The ribbon guide means of the shuttle may comprise a pair of ribbon guides spaced apart a first distance, and the ribbon path may be around a pair of ribbon guides mounted on the base a second distance apart greater than the first distance, the ribbon guides of the base being arranged that such during a printing operation the shuttle moves between the ribbon guides of the base.

If desired, the ribbon path is around a further pair of ribbon guides mounted on the base and spaced apart a distance greater than the first distance, the shuttle being moveable between the first mentioned ribbon guides of the base and the further ribbon guides of the base.

In such an arrangement it will be appreciated that the length of ribbon which is traversed past the fixed print head during a printing operation, will be twice the distance the shuttle has to move to achieve that movement and that the ribbon will move at a speed exactly twice that of the shuttle.

When it is desired to advance the ribbon i.e. between printing operations such that fresh ribbon is available to move relative to the print head in a subsequent printing operation, the take-up spool may be rotated as the shuttle is moved in an opposite sense to the direction of movement of the shuttle during a printing operation.

Thus the take-up spool does not need to move the entire mass of the storage spool to achieve ribbon advance, but the storage spool is moved by virtue of the shuttle movement such that the take-up spool in effect, merely takes up ribbon already in the ribbon feed path.
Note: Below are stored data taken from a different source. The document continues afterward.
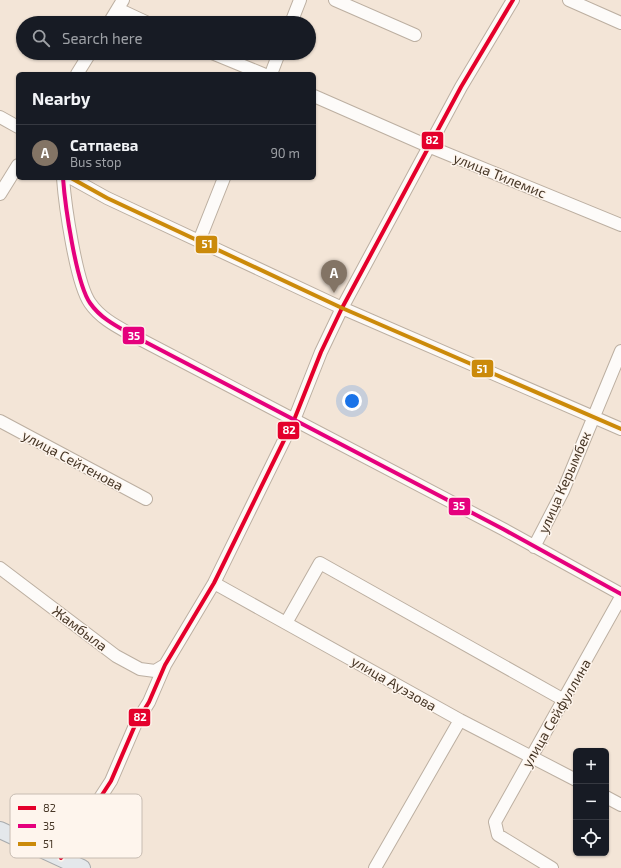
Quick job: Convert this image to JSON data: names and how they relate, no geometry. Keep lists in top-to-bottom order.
{
  "streets": {
    "street": [
      "улица Тилемис",
      "улица Сейтенова",
      "улица Керымбек",
      "Жамбыла",
      "улица Ауэзова",
      "улица Сейфуллина"
    ]
  },
  "crossings": [
    ["улица Ауэзова", "улица Сейфуллина"]
  ],
  "lines": ["transit line 82", "transit line 35", "transit line 51"],
  "legend": ["82", "35", "51"],
  "page": {
    "search": "Search here",
    "heading": "Nearby",
    "list": [
      {
        "mark": "A",
        "name": "Сатпаева",
        "note": "Bus stop",
        "value": "90 m"
      }
    ],
    "pins": "A",
    "map_buttons": ["+", "−"]
  }
}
Such a ribbon advance arrangement has been found greatly to reduce ribbon stretching and breakage compared with known arrangements in which the take-up spool is responsible for advance of the ribbon through the ribbon feed path, and importantly, a constant load is imposed on the ribbon take-up spool drive motor, regardless of the respective diameters of the ribbon take-up and storage spools. Hence control of the drive motor is facilitated.

To enable an incremental amount of ribbon advance to be achieved between printing operations, preferably the length of ribbon fed during ribbon advance, is monitored. For example movement of the ribbon as it is paid out from the storage spool and/or fed onto the take-up spool, may be monitored by a suitable ribbon movement sensing means.

In another embodiment, the print head may be mounted on the shuttle so that during a printing operation, the substrate and the print head both move relative to the base. The print head and ribbon may move in the same sense of direction relative to the base, but at different speeds so as to achieve relative movement between the print head and the ribbon.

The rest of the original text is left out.